Livid.

@alansitomer tweeted this article today, and I am eight kinds of worked up. Let me count the ways.

1. Any article about standardized testing has a pretty easy target in me. I am less concerned about how well my students do on standardized reading tests and more concerned with their ability to read EULAs, propositions on which they are asked to vote, and books of choice. What I haven’t faced–until this article–is the horrid reality surrounding how my students perform on writing tests. I naively believed they were scored with at least a fraction of the care I take when I grade writing.

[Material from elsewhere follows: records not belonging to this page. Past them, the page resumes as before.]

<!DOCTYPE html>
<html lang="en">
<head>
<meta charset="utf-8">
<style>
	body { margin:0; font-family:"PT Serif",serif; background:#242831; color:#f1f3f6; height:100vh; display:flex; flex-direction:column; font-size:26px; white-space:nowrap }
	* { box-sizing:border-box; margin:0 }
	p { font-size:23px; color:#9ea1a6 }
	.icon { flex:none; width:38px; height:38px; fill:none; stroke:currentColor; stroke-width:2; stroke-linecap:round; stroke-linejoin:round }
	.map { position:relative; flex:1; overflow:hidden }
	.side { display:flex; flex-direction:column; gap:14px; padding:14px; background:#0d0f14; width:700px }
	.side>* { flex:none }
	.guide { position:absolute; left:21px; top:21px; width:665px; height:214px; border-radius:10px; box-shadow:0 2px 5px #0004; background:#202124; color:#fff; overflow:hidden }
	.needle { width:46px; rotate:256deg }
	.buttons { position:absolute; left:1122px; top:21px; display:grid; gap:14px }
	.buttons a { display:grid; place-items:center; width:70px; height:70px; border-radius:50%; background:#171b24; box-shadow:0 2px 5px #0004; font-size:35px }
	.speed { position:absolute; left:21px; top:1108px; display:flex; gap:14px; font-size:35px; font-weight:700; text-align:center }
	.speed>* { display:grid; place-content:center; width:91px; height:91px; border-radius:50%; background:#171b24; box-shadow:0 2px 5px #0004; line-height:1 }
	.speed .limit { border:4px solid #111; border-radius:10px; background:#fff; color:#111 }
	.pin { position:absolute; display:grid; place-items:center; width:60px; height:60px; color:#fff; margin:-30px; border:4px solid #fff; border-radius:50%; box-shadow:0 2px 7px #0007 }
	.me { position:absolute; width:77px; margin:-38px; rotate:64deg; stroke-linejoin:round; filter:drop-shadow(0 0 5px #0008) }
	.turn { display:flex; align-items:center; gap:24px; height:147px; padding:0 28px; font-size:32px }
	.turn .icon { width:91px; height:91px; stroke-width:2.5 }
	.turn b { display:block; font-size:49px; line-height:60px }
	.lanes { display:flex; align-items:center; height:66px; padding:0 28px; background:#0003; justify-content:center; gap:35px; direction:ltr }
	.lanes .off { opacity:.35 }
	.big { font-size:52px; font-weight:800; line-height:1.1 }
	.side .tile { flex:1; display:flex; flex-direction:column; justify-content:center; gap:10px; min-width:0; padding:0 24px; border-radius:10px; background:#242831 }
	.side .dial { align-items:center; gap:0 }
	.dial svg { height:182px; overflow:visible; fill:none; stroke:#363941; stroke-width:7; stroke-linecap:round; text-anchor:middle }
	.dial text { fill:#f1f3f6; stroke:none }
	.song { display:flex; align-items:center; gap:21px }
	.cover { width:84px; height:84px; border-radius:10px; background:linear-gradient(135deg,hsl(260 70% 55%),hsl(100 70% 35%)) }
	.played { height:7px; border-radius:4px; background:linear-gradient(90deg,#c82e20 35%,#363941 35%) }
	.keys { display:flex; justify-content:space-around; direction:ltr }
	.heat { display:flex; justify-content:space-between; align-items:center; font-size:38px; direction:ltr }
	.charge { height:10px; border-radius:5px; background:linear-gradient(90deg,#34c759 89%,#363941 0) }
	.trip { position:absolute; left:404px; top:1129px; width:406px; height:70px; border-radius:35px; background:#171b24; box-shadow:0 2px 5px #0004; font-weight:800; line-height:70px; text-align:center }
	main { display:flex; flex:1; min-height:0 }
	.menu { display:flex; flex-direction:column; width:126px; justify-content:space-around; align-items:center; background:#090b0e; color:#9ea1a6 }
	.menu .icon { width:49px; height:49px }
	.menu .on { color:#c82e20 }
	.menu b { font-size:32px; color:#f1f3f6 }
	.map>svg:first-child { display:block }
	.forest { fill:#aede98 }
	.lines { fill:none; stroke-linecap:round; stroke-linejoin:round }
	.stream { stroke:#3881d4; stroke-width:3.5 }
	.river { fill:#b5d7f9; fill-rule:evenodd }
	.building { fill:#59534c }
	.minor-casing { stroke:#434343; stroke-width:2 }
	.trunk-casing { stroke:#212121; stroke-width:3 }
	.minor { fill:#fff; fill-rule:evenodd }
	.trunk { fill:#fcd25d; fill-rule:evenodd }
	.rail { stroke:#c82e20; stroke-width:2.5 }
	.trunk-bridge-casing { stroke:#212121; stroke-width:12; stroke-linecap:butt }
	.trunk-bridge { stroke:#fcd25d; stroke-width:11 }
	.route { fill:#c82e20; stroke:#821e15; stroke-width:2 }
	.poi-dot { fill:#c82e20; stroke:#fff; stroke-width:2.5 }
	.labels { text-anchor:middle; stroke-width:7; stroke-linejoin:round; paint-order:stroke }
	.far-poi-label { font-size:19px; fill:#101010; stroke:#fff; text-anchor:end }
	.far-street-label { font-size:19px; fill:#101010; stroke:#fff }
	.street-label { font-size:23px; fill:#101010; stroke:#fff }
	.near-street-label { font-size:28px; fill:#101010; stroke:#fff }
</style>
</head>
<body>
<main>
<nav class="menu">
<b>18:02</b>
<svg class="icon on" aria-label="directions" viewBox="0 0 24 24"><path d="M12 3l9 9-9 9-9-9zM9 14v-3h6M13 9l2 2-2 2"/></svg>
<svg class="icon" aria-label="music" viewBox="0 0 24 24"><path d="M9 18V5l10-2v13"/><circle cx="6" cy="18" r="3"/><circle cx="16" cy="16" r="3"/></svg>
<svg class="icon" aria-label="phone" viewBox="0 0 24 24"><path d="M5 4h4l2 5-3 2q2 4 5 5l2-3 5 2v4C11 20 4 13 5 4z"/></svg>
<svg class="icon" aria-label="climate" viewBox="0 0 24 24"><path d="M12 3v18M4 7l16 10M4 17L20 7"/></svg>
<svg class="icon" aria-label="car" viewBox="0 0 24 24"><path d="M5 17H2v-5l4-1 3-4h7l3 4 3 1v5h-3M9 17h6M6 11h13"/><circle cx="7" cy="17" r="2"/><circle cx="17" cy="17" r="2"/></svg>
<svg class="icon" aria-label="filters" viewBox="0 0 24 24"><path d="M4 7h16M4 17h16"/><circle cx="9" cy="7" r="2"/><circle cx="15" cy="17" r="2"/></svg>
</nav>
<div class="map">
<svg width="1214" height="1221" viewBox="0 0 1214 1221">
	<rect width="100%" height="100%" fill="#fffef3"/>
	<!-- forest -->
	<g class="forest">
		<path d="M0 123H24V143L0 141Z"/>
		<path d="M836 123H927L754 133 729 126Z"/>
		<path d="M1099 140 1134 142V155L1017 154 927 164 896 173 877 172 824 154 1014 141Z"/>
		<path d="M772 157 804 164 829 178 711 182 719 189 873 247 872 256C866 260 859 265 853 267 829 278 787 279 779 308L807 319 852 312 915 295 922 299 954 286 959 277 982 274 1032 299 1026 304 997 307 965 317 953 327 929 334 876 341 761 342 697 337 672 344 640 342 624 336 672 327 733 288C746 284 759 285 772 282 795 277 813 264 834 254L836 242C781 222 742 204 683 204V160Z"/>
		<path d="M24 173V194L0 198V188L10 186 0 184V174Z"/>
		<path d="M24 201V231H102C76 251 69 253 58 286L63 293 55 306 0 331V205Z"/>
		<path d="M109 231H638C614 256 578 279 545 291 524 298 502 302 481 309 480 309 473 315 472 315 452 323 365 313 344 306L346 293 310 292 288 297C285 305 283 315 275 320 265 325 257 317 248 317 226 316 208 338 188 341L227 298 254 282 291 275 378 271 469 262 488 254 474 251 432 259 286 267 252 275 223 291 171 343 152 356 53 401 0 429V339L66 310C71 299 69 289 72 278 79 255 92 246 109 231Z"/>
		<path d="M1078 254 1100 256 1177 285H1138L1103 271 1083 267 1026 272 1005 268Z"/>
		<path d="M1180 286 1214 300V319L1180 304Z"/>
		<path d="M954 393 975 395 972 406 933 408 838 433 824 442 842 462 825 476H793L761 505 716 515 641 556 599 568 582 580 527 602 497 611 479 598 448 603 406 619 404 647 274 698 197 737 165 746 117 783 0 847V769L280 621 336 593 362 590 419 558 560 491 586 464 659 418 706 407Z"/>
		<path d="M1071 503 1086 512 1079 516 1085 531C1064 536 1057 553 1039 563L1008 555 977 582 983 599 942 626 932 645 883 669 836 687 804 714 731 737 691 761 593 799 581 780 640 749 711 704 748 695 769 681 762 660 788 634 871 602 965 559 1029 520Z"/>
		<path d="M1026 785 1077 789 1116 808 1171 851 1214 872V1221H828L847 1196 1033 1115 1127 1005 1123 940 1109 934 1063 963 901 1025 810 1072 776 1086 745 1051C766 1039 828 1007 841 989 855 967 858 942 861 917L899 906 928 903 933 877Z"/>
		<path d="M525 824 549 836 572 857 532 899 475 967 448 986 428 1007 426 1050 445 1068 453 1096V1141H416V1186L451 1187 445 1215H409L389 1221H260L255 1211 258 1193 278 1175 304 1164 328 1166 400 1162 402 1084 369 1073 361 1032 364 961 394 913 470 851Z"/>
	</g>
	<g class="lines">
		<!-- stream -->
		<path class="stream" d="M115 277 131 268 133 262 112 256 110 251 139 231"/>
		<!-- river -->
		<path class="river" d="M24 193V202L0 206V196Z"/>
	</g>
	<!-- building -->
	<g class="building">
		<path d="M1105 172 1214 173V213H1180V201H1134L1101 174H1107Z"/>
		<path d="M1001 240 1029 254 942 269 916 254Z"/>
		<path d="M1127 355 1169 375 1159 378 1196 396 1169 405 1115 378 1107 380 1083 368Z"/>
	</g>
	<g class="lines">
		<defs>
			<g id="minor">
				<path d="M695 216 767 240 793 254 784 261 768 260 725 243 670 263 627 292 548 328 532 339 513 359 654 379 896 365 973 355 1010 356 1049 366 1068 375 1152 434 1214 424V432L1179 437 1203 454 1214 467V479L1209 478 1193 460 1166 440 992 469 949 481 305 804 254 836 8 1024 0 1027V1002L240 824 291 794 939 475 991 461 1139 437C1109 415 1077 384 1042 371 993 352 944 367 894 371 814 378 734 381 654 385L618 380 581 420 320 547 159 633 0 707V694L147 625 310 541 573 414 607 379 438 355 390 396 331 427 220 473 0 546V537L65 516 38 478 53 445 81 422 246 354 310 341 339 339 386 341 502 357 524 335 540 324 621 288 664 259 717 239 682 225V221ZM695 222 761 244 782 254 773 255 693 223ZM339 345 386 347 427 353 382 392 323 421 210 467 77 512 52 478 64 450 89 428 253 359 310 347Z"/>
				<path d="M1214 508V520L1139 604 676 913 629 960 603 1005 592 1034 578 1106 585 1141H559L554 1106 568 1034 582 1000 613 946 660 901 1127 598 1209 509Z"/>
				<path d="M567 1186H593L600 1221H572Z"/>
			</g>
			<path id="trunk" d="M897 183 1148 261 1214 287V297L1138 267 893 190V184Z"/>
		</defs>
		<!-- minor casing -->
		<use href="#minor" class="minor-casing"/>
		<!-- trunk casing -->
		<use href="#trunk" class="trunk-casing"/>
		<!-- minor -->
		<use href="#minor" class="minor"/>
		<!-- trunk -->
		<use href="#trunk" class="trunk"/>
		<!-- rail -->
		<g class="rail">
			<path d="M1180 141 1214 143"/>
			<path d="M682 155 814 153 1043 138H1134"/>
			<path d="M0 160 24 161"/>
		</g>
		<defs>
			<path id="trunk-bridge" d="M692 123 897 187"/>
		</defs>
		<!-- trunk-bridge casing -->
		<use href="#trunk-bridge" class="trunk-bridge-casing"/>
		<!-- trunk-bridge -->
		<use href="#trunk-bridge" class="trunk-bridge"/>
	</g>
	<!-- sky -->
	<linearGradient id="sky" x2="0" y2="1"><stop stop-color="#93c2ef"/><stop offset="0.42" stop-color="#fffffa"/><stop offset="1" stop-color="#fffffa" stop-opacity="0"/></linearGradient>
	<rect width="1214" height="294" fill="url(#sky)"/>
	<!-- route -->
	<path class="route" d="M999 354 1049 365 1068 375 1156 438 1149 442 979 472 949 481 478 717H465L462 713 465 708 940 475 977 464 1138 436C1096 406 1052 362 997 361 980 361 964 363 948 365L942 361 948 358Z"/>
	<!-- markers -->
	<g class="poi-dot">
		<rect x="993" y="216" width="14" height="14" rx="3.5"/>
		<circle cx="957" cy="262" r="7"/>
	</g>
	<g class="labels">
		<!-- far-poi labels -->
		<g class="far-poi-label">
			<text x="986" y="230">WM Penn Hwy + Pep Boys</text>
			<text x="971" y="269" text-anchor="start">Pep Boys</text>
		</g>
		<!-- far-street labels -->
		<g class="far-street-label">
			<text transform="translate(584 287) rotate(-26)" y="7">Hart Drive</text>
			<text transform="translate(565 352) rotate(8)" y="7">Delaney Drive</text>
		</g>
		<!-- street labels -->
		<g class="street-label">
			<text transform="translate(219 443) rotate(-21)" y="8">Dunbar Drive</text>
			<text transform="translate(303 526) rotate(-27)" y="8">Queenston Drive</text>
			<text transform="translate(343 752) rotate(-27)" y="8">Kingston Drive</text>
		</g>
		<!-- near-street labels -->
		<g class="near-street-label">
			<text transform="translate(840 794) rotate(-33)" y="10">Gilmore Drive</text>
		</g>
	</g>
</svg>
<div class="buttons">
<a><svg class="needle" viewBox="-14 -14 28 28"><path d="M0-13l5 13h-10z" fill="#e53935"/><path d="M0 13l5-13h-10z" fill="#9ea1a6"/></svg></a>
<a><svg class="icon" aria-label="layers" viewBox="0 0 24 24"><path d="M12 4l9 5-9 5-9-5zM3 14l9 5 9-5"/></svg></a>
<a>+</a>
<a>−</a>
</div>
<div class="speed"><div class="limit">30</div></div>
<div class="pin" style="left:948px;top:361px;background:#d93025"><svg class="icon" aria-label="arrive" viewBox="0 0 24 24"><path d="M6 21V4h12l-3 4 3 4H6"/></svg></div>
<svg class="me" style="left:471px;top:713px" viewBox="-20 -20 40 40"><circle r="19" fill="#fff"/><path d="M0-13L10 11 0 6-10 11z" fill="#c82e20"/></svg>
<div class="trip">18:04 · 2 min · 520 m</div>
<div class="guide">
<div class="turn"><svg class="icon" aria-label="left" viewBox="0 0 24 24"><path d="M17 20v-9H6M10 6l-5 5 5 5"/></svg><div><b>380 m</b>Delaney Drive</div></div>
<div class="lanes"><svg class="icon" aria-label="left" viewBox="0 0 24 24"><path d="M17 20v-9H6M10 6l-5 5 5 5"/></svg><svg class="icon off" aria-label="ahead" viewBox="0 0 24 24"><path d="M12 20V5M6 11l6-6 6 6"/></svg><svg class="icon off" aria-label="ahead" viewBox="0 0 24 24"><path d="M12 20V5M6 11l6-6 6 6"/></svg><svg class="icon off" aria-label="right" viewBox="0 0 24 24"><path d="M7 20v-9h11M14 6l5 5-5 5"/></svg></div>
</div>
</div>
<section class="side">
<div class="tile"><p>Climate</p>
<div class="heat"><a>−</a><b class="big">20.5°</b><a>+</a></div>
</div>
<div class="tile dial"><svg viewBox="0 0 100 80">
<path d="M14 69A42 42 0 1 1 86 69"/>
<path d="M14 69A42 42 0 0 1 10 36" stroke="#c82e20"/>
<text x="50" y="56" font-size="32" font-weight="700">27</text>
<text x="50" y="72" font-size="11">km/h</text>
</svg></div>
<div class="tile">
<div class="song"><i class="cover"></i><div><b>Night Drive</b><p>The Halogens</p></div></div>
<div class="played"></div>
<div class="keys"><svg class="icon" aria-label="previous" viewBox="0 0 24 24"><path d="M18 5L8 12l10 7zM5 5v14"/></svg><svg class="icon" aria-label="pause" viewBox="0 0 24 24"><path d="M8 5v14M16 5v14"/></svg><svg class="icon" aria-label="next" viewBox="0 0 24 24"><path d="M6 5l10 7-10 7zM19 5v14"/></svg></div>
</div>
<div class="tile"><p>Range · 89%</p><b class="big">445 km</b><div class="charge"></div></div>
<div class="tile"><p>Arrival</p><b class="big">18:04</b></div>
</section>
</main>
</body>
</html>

2. I can barely read 10 essays a day. I’m simply not effective when I grade more than that. So, as the article reports scorer quotas of 200 essays a day, the futility of my writing instruction becomes so clear. Why do I spend a whole day teaching word choice, if their words won’t really be read? Why do I spend a whole day teaching sentence fluency, if complicated syntax is ignored? In short, why am I teaching kids how to write to a particular rubric if their essays will receive only about 5 seconds of attention? I’d much rather focus my writing instruction on how to write an effective letter to the editor or letter of resignation or letter of interest in a job opportunity.

3. I teach media studies. I expect all kinds of cronyism and conflict of interest and the almighty dollar making decisions about the news and entertainment I consume. I never imagined the same elements that make me a cynical cultural critic would apply to education. But to learn that standardized testing is a $2.7 billion industry? I have no words. Pearson (a standardized testing/data reporting behemoth) posted $652 million in profits two years ago? Abhorrent.

4. A tangent to the money: how many teachers every year lose their jobs? One number from 2010 estimated that 58,000 teachers nationwide lost their jobs. Yet in the year prior, Pearson made $652 million. Perhaps there’s a flaw in my logic here, but doesn’t it stand to reason that the money districts and states send to testing companies ultimately factor in staffing decisions?

Now, I may have been mildly worked up prior to reading this article, as I watched Waiting for Superman Friday night. I agreed with quite a bit of the film’s premise, except for one glaring omission–aside from villanizing high schools in urban areas as “dropout factories,” very little attention was paid to the plight of high school teachers and students. The subtext I took away was this: by the time I get them in high school, it’s too late.

But I don’t believe it’s too late–I can’t. Otherwise, what point would there be to getting out of bed in the morning?

This post has been a bit longer and more negative than I like, so in the interest of balance, an offering. Today was a a down day for me, completely unrelated to issues in education. As I drove around my city, I listened to this TED Talk, which smacked me out of my pity party. If you’re ever feeling as hopeless as this standardized testing article made me feel, remember that in everything we experience, the only element we can control is our reaction to it.

So I’ll head to school tomorrow, get to know my students again after a hiatus (student teacher), and look for 1,000 awesome things about my job.

I’m betting I’ll eventually find 1,001.